Microdissection of nephron segments
Male Sprague Dawley rats, weighing 130–180 g, were anesthetized by ip injection of pentobarbital (6 mg/100 g BW). The left kidney was prepared for nephron microdissection by infusion of 5 ml basal medium¹, containing 0.3% collagenase (Serva, Heidelberg, Germany), through a catheter placed in aorta just below the left renal artery, as previously described (30). The kidney was then removed and sliced along the corticomedullary axis. Small pyramids were cut and incubated in 0.1% collagenase solution in basal medium bubbled with filtered air, at 30 C for 15 min. Glom, parietal sheet of Bowman’s capsule, CTAL, and afferent arterioles were isolated by microdissection in basal medium without collagenase, at 4 C, under stereomicroscopic observation.

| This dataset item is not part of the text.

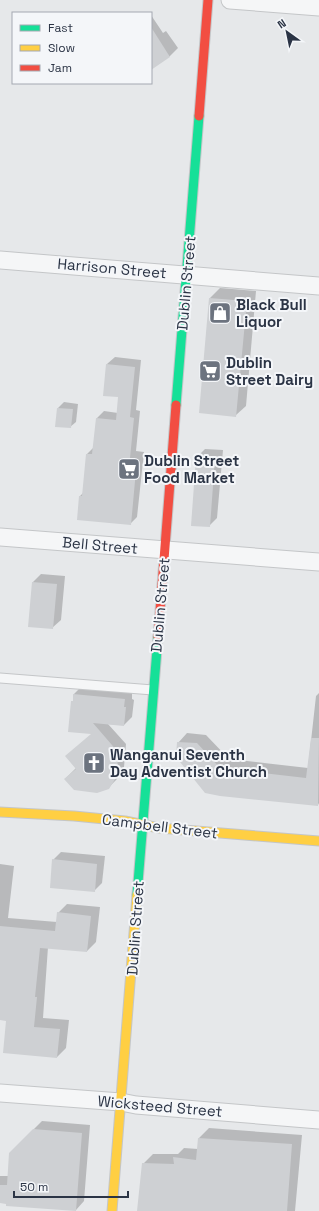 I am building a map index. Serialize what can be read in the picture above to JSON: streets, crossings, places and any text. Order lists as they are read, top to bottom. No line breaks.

It was verified in a previous report that similar results were obtained in the presence or absence of collagenase in Glom and CTAL (31).

Mesangial cell culture
Isolation and characterization of rat glomerular mesangial cells were performed as previously described (32). Glom were prepared by mechanical sieving from the cortex of male Sprague Dawley rats weighing 150–200 g. Mesangial cells were cultured on a thin-glass microscope precoated with 0.2% gelatin in RPMI-1640 medium supplemented with glutamine (5 mM), HEPES (15 mM), penicillin (100 U/ml), streptomycin (100 µg/ml), and 10% FCS in an atmosphere of 5% CO₂-95% air. After the cells had reached confluence, they were routinely identified by light microscopy and immunofluorescence staining. They had a stellate appearance, overgrew each other, and showed a network of intracellular fibrils of myosin. They were negative for von Willebrand factor, urokinase, and cytokeratin antibodies, which excluded any contamination by the two other glomerular cell types, endothelial and epithelial cells.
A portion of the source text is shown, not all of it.